Vanguard Wellesley has that kind of powerful defense. Wellesley has been around since 1970, and has a relative (Wellington Fund) that has been around since before the Great Depression. Wellington Fund is closed to new investors, so I decided to look at its more conservative cousin Wellesley.
Wellesley has a great parent, of course. It seems most everyone has heard of Vanguard, and for good reason. Vanguard has some of the best active and passive mutual funds as well as a host of extremely low-cost ETF's. We know that Wellesley has the institutional support to be the kind of fund that will be there in 50-100 years.
Wellesley is managed by a team, so it isn't subject to the risk of a star manager leaving. Some of the managers have been there since 2007/2008, others are fairly new. Wellington Management Company was founded in 1928, so as an institution they have seen a few economic events.
The Wellesley portfolio is about 40% stocks and 60% bonds, a very efficient exposure to stocks. The majority of the equity in the portfolio is in large cap value stocks, companies that are trading at a lower price relative to earnings. There is a modest weighting in foreign stocks.
The bond portion of the portfolio is all high-quality debt with some exposure to short-term, intermediate-term, and long-term bonds.
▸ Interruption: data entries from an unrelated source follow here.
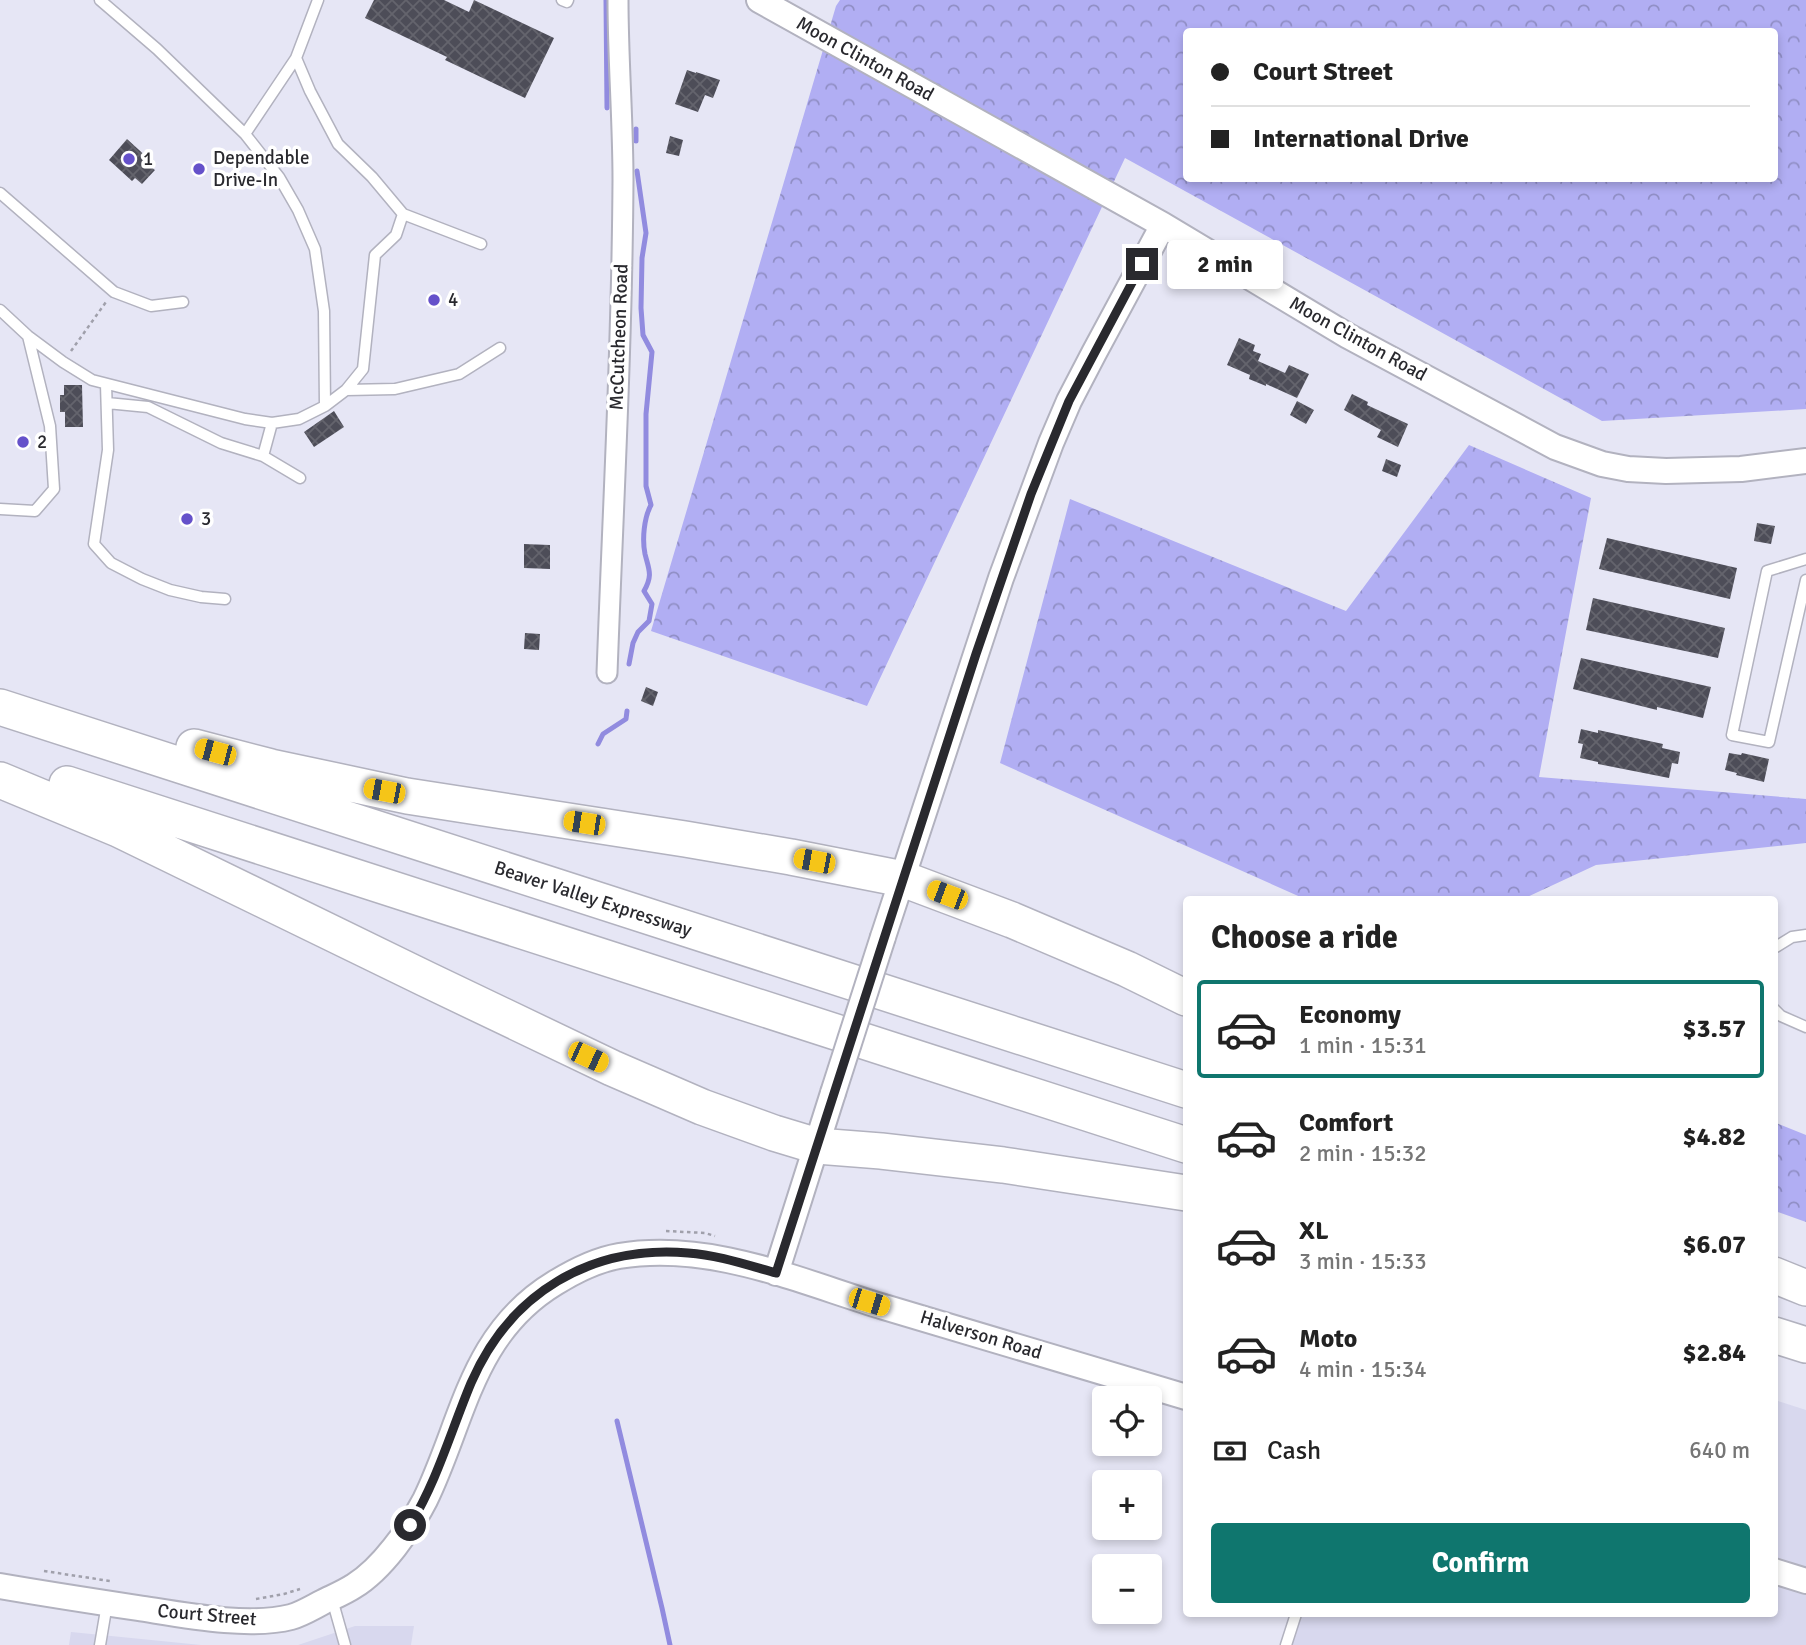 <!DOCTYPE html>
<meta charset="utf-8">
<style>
:root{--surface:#fff;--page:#f2f2f2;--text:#222;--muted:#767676;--line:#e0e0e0;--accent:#0f766e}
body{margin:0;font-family:Signika,sans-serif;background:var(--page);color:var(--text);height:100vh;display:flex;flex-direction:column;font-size:26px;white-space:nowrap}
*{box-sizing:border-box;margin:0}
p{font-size:23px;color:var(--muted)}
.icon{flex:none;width:38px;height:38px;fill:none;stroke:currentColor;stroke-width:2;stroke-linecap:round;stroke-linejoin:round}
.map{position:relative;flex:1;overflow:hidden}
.details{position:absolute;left:1183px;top:896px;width:595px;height:721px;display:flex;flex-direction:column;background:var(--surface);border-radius:7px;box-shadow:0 4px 10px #0003}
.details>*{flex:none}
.guide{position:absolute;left:1183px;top:28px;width:595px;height:154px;border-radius:7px;box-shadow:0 4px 10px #0003;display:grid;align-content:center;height:154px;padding:0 28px;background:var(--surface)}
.tools{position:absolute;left:1092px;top:1386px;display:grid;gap:14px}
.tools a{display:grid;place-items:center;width:70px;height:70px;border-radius:7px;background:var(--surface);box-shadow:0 4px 10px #0003;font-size:35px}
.end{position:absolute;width:32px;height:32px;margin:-16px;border:9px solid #29292e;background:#fff;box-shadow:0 0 0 4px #fff}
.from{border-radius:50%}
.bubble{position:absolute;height:49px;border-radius:7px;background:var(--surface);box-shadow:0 4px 10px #0003;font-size:23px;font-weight:700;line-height:49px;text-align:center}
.car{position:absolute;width:21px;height:42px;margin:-21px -10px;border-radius:9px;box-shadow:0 0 5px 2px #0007;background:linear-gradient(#f5c518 24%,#345 0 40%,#f5c518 0 76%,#345 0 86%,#f5c518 0)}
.guide b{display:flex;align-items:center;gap:24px;height:66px;font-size:26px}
.guide b+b{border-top:2px solid var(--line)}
.guide i{width:18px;height:18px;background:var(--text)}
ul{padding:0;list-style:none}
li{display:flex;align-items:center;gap:21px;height:98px;margin:0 14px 10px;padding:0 14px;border:4px solid transparent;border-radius:7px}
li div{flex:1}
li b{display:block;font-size:26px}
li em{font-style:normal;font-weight:700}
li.active{border-color:var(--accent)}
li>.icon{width:63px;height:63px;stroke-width:1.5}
h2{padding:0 28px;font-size:32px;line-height:84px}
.pay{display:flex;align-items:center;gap:18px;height:77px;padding:0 28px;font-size:26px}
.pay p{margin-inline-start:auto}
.primary-button{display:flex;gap:14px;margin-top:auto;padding:14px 28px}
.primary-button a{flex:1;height:80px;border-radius:7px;background:var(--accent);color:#fff;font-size:28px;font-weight:700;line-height:80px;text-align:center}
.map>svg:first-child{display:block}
</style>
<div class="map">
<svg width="1806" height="1645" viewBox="0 0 1806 1645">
<defs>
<pattern id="forest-crowns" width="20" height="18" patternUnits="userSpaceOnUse" patternTransform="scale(1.75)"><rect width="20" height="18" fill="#b1aef3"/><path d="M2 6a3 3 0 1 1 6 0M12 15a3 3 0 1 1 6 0" fill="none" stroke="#908ec5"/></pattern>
<pattern id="building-cross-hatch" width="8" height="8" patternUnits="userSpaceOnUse" patternTransform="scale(1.75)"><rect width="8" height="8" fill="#4d4d58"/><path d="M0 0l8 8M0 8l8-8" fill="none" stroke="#64646d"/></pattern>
</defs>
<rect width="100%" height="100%" fill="#e6e6f5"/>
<path fill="#d8d8ee" d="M1775,1400L1806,1410V1645H1286L1296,1614H1774Z
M355,1626H414L411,1645H298Z
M71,1632L201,1645H69Z"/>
<path fill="url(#forest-crowns)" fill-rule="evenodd" d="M840,0H1806V409L1602,421L1125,158L867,706L651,631L836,6ZM1186,32H1774V178H1186Z
M1469,445L1591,498L1539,777L1806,799V843L1596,865L1523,899H1305L1000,763L1070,499L1346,611Z
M1774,1122L1806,1135V1222L1775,1211Z"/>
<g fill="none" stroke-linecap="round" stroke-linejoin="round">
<path stroke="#918bdf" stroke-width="5" d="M606,0L607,108
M636,141V129
M629,664L633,643L638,632L649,621L652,604L644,591C653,575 649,570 645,554C642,539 644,518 651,505L646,486V414L652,352L643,335L641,308L642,258L646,233L637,171
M598,744L603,734L626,719L627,711
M617,1421L662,1608L670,1645"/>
</g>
<path fill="url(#building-cross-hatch)" d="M374,0H444L469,12L474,0L554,38L525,98L445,60L447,57L365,18Z
M687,70L696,73V72L720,80L713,98L705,95L698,112L675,104Z
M670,136L683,140L679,156L666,153Z
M127,139L150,160L147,164L155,170L142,184L135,178L132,181L109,160Z
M1239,338L1255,345L1253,351L1261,354L1258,361L1285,373L1289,365L1309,374L1297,398L1266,384V386L1249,379L1250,375L1227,365Z
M64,385H82L83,427H65V412H60V395H64Z
M1352,394L1368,402L1367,405L1408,424L1398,447L1377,437L1381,430L1344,410Z
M1297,401L1314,410L1306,424L1290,415Z
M334,411L344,427L314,447L304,432Z
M1386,459L1401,465L1397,477L1382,471Z
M1757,523L1775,526L1771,544L1754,541Z
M1607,538L1737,568L1730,599L1599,569Z
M524,544L550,545V569L524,568Z
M1593,598L1725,628L1718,658L1586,630Z
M525,633L540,634L539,650L524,649Z
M1581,658L1711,687L1703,718L1657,707V710L1573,689Z
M646,687L658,692L653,706L641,701Z
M1581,729L1598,733V730L1663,744L1662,748L1680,752L1678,764L1672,763L1669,778L1598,764V762L1580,758L1583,744L1578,743Z
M1729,753L1741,755L1742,753L1769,759L1764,782L1736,775L1737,773L1725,770Z"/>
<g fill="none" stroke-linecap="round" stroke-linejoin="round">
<defs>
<path id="service" d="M100,0L157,49L245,134
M562,0L567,2L568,0
M296,58L245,134L279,177L298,210L315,249L324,311L325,406
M0,193L114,292L151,306L183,302
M403,214L481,244
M0,310L28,336L63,362L92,380L245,419L272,423L299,419L325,406L346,390L363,369L375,255L396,235L403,214L372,177L338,144L310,91L296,58L318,0
M106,384L108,450L94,544L111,563L142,579L170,590L201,597L225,599
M346,390L395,389L459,374L500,348
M107,403L148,407L221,443L263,456L300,478
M263,456L272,423
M0,509L35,511L54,489L50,426L28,336
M1806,559L1767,571L1732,735L1769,742L1806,580
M1774,948L1792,937L1806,935
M1774,1009L1781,1016L1806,1027
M332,1599L345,1645
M100,1645L107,1604
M1286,1645L1296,1614"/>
<path id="minor" d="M607,673C613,509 622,345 623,180C623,120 618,60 618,0"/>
<path id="tertiary" d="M759,0L1163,225L1348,336L1555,447L1602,464L1628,469L1666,471L1741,469L1806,461
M883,937L1001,578L1051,443L1069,401L1094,353L1163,225
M776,1273L833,1093
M1774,1571L1806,1581
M0,1586C46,1594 92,1601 138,1608C183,1615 248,1628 291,1617C302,1614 313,1607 323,1602C333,1597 345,1592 354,1586C382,1569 410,1529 425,1500C464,1420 471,1334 555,1283C576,1270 596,1260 619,1256C711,1241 798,1281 884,1307C985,1337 1086,1367 1186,1397"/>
<path id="motorway" d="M0,707L1186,1090
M194,747L271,767L407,796L685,839L791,857L903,879L1012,920L1127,969L1186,998
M0,780L118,829L426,979L612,1068L702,1107L774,1133L817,1146L881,1151L1003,1165L1186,1193
M67,784L1186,1145
M1774,1275L1806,1288
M1774,1335L1806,1345"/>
</defs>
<use href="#service" stroke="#b2b2bf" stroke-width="13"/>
<use href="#minor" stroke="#b2b2bf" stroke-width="23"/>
<use href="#tertiary" stroke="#b2b2bf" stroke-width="28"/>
<use href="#motorway" stroke="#b2b2bf" stroke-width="38"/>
<path stroke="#a0a0ab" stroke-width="2.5" stroke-dasharray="3.5 3.5" stroke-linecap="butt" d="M71,351L106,302
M666,1231L705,1233L715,1236
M44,1571L110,1581
M256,1599L284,1594L300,1589"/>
<use href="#service" stroke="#fff" stroke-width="10"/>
<use href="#minor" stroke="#fff" stroke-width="19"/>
<use href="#tertiary" stroke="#fff" stroke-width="24"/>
<use href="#motorway" stroke="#fff" stroke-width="35"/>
<defs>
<path id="tertiary-bridge" d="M833,1093L883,937"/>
</defs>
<use href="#tertiary-bridge" stroke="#b2b2bf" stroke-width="28" stroke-linecap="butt"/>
<use href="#tertiary-bridge" stroke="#fff" stroke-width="24"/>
</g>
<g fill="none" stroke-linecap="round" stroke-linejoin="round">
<path stroke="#29292e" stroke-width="9" d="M410,1525C437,1481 451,1431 471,1383C510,1293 590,1245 688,1253C718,1255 747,1265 776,1273L976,654L1031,494L1069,401L1142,264"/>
</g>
<g fill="#6551ca" stroke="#fff" stroke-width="2.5">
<circle cx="129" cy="159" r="7"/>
<circle cx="199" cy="169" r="7"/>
<circle cx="434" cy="300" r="7"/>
<circle cx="23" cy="442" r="7"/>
<circle cx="187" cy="519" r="7"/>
</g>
<g text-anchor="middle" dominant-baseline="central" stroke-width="7" stroke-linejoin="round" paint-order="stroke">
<g font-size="19" fill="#29292e" stroke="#fff">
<text transform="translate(865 59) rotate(29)">Moon Clinton Road</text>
<text transform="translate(619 337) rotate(-88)">McCutcheon Road</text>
<text transform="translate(1358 339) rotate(29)">Moon Clinton Road</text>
<text transform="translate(593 899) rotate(18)">Beaver Valley Expressway</text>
<text transform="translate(981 1335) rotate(17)">Halverson Road</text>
<text transform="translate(207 1615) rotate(5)">Court Street</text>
</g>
<g font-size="19" fill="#29292e" stroke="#fff" text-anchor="start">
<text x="213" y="158">Dependable<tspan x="213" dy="22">Drive-In</tspan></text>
<text x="143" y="159">1</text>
<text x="448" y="300">4</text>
<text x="37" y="442">2</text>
<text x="201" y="519">3</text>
</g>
</g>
</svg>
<div class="tools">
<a><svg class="icon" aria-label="locate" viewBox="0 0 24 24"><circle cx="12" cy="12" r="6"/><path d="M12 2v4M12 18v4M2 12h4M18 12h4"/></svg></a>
<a>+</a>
<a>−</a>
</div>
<i class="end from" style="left:410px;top:1525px"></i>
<i class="end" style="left:1142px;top:264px"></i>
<div class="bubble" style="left:1167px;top:240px;width:116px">2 min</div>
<i class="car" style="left:215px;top:752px;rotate:285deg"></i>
<i class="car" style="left:384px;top:791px;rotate:281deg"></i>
<i class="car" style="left:584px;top:823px;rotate:279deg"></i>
<i class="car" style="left:814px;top:861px;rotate:281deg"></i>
<i class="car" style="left:947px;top:895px;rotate:291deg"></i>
<i class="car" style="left:588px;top:1057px;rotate:115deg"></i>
<i class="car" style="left:869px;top:1302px;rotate:107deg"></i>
<div class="guide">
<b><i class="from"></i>Court Street</b>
<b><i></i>International Drive</b>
</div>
<section class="details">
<h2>Choose a ride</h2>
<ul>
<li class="active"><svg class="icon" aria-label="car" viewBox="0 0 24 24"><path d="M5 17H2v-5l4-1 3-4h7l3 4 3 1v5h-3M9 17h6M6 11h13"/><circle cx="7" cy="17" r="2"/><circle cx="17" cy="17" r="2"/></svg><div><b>Economy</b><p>1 min · 15:31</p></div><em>$3.57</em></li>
<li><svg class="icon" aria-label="car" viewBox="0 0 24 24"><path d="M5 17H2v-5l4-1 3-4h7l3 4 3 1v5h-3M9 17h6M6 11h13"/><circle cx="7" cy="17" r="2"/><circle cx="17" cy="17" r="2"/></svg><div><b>Comfort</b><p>2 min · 15:32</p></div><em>$4.82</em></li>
<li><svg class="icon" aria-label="car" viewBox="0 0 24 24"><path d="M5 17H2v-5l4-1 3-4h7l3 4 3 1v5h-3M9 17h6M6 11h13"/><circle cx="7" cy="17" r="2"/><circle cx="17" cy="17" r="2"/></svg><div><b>XL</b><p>3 min · 15:33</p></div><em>$6.07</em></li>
<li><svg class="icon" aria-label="car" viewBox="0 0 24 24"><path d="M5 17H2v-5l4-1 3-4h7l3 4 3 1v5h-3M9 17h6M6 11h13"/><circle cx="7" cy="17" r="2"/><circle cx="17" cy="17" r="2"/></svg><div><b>Moto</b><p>4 min · 15:34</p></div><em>$2.84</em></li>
</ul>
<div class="pay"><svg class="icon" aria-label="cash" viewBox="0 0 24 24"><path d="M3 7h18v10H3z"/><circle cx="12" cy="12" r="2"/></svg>Cash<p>640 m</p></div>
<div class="primary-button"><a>Confirm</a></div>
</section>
</div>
Over the last 20 years, the portfolio took $10,000 and compounded it into about $40,000, with only two calendar years of losses, 1999 and 2008. The economic crisis had the greatest drawdown, a loss of almost 19% from the peak in 2007 to the low point in February of 2009.
Wellesley is not comprehensive enough to be your whole portfolio, since it lacks meaningful exposure to small caps and emerging markets, but it could be a very effective tool for exposure to large cap value stocks and investment grade bonds.
Before you buy shares of Wellesley, learn the facts about the fund and measure your risk capacity and preference.